I was invited to my old school recently, to judge its annual World Book Day competition. The children are encouraged to dress up as their favourite literary characters, and it's a riot of colour and inventiveness as the classes gather excitedly in the hall. After a very enjoyable hour I popped in to the new headteacher's room to see how he was enjoying the job I'd loved for so many years.
At first it was difficult to keep a straight face as he was still dressed as a giant mouse, complete with hand-sewn tail and pipe cleaner whiskers. "One of the lovely bits of the job," he said, smiling.
But it hadn't been all plain sailing, he revealed: "We've certainly had our moments recently. Like the radiator and Andrew's arm."
It was one of this winter's interminable wet lunchtimes and the children were crowded into the hall to watch a DVD. Frustrated at not being able to play outside yet again, Andrew was absent-mindedly tossing his tennis ball in the air when it fell behind a radiator and became lodged. Without asking permission, Andrew pushed his arm behind the radiator to grab the ball and then found he couldn't get it out again. What's more, he quickly realised that the radiator was uncomfortably hot.
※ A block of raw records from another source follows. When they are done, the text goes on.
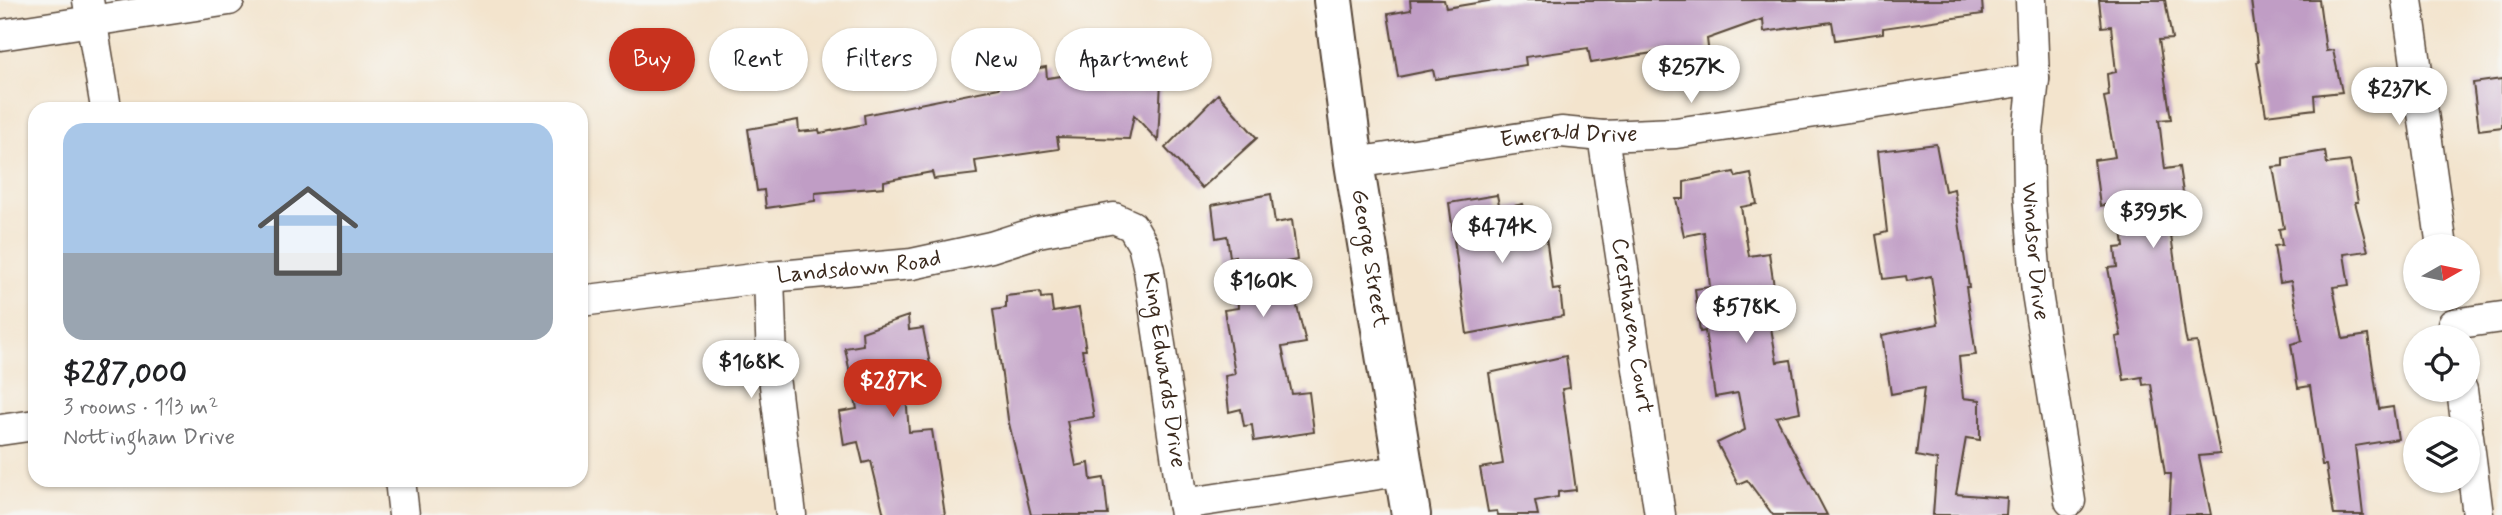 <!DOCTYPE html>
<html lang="en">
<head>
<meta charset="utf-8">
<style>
  :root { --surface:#fff; --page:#f6f6f6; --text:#202124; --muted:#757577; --line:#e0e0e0; --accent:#c8321e }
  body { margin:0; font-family:Mynerve,sans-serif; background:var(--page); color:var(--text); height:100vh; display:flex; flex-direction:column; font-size:26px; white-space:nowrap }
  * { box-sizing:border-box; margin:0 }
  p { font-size:23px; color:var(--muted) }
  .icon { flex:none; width:38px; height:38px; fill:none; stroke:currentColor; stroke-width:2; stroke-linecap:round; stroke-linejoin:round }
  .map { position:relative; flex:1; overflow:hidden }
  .sheet { position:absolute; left:28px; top:102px; width:560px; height:385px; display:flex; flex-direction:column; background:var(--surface); border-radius:21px; box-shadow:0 2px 5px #0004 }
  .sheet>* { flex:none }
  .guide { position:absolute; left:609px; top:28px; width:665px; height:63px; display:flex; gap:14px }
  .needle { width:46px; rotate:81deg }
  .fabs { position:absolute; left:2403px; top:234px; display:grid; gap:14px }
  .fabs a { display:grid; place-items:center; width:77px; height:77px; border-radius:50%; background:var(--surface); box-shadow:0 2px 5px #0004; font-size:35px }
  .price { position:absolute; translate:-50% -60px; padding:0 16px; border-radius:24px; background:#fff; color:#222; font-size:23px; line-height:46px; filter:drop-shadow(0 2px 4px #0008) }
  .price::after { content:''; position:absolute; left:50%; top:42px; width:21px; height:16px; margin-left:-10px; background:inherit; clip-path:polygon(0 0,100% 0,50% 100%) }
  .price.selected { background:var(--accent); color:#fff }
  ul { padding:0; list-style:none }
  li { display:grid; align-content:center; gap:14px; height:371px; padding:0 35px }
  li+li { border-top:2px solid var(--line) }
  li span { display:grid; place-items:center; height:217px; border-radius:21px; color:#555 }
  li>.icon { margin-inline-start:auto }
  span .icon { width:126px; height:126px; fill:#fffc; stroke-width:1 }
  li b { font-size:30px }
  .chip { padding:0 24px; border-radius:32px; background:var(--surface); box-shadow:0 2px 5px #0004; font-size:24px; line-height:63px }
  .chip.selected { background:var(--accent); color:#fff }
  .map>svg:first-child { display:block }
</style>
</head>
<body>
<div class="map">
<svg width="2502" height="515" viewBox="0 0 2502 515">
  <rect width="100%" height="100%" fill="#f6f6f2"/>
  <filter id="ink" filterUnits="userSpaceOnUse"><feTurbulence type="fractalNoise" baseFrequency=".0143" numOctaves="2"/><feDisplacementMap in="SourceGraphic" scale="14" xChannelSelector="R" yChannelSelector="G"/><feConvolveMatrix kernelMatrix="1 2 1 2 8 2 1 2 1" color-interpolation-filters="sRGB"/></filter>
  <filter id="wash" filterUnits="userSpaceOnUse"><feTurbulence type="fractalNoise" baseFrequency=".00686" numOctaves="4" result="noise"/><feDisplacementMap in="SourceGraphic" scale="28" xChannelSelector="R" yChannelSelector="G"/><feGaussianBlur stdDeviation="1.57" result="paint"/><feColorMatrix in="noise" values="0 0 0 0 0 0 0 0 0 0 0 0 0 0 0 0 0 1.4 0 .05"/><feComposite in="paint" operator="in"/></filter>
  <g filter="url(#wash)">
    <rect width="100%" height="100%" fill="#f3e4cd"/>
    <g id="blocks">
      <path fill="#c09dc5" d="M1410,0H1444L1446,8L1494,0H1982L1983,14L1883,28V33L1835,40L1832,22L1764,32L1763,19L1707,39L1709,55L1667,62L1665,51L1591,63L1588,48L1525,57L1526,65L1435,79L1433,70L1398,77L1388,14L1411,10Z
        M2099,0H2165L2172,39L2159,40L2171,119L2159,120L2165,169L2179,167L2187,218L2169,221L2185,334L2187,343L2197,342L2220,454L2199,456L2211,515H2169L2171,474H2165L2151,384L2143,385L2142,377L2124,380L2116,337L2121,336L2108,268L2117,267L2115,248L2124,247L2119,202L2100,206L2094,160L2115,157L2104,97L2109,96L2107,74L2116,72L2111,26L2102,27Z
        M2251,0H2319L2326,51L2333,50L2342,92L2314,95L2315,109L2266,115L2257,62H2259Z
        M1162,61L1158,141L1134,115L1129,139L1057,137L1059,149L975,161L977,174L934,179L932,172L884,181V187L815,193V201L766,208L764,190L757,191L748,129L798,120L799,132L819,130L820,133L865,124L864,115L999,88L998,75L1046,67L1047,78L1104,70L1107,63Z
        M2502,79V127L2479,130L2473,83Z
        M1218,94L1257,138L1202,188L1165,148Z
        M1936,144L1945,191L1954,189L1969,287H1966L1976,355L1959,357L1963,398L1980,400V440L1966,438L1956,494L2007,498L2006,515H1933L1937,460L1916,456L1924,388L1891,394L1882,335L1938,324L1931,276L1907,281L1906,276L1883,279L1876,235L1887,232L1878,151Z
        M2325,151L2327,164L2350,161L2358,202H2355L2368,251L2344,254L2349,285L2333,287L2343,339L2368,335L2379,409L2393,407L2398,439L2355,446L2363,515H2334L2326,465H2322L2310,386L2298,388L2291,344L2302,341L2291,281L2280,283L2274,246L2282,245L2279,229L2284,228L2273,167L2283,166V158Z
        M1734,172L1736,177L1751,174L1757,204L1741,207L1749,256L1769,253L1775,293L1765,294L1777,362L1791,360L1800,412L1776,417L1827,515H1773L1747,480L1738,484L1717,443L1745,430L1738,393L1715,397L1705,331L1700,332L1695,289L1710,287L1704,232L1684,236L1676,199H1684V182Z
        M1271,194L1275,223L1292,220L1297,260L1286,262L1306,343L1282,347L1292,394L1309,392L1314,432L1254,441L1252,425L1244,426L1241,409L1229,412L1225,376L1235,374L1224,310L1238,308L1235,256L1230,257L1227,236L1216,238L1212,205Z
        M1497,195L1500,209L1523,204L1527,216L1543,213L1553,290L1560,289L1563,316L1467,334L1449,203Z
        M1040,292L1041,298L1051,297L1053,312L1079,308L1086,350H1082L1094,417L1067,421L1076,466L1089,463L1091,480L1104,478L1108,515H1031L1008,419L993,310L1006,308V296Z
        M908,316L909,330L923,328L933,380L905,384L909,432L932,430L945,515H884L871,461L863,463L858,442L844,445L839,412L857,409L845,348L863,345L862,332Z
        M1566,356L1570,388L1562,389L1576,490L1558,492V497L1535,501L1538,515H1498L1497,511L1488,512L1480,468L1503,464L1489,373Z"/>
    </g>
  </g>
  <g filter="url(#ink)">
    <use href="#blocks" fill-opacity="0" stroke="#574638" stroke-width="2"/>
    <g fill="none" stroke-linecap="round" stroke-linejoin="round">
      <g stroke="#574638" stroke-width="33">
        <g id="street">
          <path d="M88,0L106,108"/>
          <path id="s1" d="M2031,0L2034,79L2028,132L2029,193L2037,293L2070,501"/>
          <path d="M2407,0L2442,247"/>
          <path d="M0,35L229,0"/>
          <path id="s2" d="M1603,136L1660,515"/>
          <path id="s3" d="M1354,163L1561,132L1603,136L1676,133L2034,79"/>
          <path d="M769,277L772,361L791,515"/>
          <path id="s4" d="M581,301L769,277L912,264L991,247L1038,232L1114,218L1132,226L1143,245L1149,270L1185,515"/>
          <path d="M2453,324L2502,317"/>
          <path d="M2462,390L2467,429"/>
          <path d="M0,430L35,425"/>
          <path d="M2468,436L2478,515"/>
          <path d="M400,480L404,515"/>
          <path d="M1183,504L1405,470"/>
        </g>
      </g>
      <g stroke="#574638" stroke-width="42">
        <g id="secondary">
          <path id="s5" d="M1333,0L1354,163L1411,515"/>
        </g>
      </g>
      <use href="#street" stroke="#fff" stroke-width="30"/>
      <use href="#secondary" stroke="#fff" stroke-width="38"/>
    </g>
  </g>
  <g text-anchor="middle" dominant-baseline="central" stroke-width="7" stroke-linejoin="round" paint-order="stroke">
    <g font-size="23" fill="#3b2a1e" stroke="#f6f6f2">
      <text stroke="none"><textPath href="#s3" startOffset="217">Emerald Drive</textPath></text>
      <text stroke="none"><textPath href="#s1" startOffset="252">Windsor Drive</textPath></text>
      <text stroke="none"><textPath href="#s5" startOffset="261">George Street</textPath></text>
      <text stroke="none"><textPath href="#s4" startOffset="280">Landsdown Road</textPath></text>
      <text stroke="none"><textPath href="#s2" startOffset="192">Cresthaven Court</textPath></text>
      <text stroke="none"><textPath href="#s4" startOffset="709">King Edwards Drive</textPath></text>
    </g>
  </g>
</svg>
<div class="fabs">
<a><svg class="needle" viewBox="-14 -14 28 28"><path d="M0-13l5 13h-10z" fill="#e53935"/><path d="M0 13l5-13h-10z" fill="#757577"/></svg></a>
<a><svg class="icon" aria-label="locate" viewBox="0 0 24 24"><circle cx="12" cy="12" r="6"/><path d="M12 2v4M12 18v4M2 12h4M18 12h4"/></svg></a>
<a><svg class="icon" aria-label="layers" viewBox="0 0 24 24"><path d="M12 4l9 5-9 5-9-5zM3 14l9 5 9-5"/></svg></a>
</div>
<b class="price" style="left:1691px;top:105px">$257K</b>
<b class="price" style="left:2399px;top:127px">$237K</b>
<b class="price" style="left:2153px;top:250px">$395K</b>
<b class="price" style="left:1502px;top:265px">$474K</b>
<b class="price" style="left:1263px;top:319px">$160K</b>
<b class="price" style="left:1746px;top:345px">$578K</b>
<b class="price" style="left:751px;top:400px">$168K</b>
<b class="price selected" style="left:893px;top:419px">$287K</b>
<div class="guide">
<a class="chip selected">Buy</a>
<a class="chip">Rent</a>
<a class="chip">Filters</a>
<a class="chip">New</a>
<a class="chip">Apartment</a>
</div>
<section class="sheet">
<ul>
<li><span style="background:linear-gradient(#a9c7e8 60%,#9aa5b1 0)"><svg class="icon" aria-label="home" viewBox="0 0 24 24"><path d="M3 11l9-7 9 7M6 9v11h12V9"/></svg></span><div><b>$287,000</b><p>3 rooms · 113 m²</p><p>Nottingham Drive</p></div></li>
</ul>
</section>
</div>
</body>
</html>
Andrew's friend pointed out the situation to the nearest teaching assistant, who tried to extract Andrew's arm. It didn't work, causing the children around him to watch the situation with mounting interest. The assistant realised that Andrew's arm could become burned if she didn't act quickly and the head was summoned. He couldn't release the arm either, and he had visions of fire engines rushing to the rescue, aggrieved parents threatening to sue and a child needing serious medical attention.
The premises officer was sent for and he noticed that the radiator was slightly loose on its mountings. "We'll grease the boy's arm," he said, "then we'll drape towels over the radiator and see if we can pull it slightly forward. The downside is that we may split the pipe and have hot water running all over his feet."
Fortunately, it worked. The radiator could be moved just enough to release the arm, the tennis ball was confiscated and Andrew was seated in full view of a watchful teaching assistant. "Dodgy moment, though," the head admitted. "Even now I break out in a cold sweat when I think of it. There's always something. Like Emily and the teapot last week."
Infant Emily had been playing at tea parties and had pushed her finger into the spout of the plastic teapot. Her friends chuckled with amusement, until they realised that Emily couldn't remove her finger. Unperturbed, she wandered over to her teacher and plonked teapot and finger into her lap. The teacher, who was listening to a child read, pulled and pushed gently, took her to the washroom and applied soap, and then sent for the staffroom washing-up liquid. After an unsuccessful 15 minutes, she realised this was a mission for senior management and sent for the head, who took Emily to his room, put hand and pot on the table, and told her to sit very still. Then, with infinite care, he slit around the seam of the teapot with a Stanley knife. He shivers inside when he thinks about that one, too.
But he's realised that whatever happens, the buck stops with the head. You just have to hope a child doesn't trip over it, throw it at somebody or try to swallow it.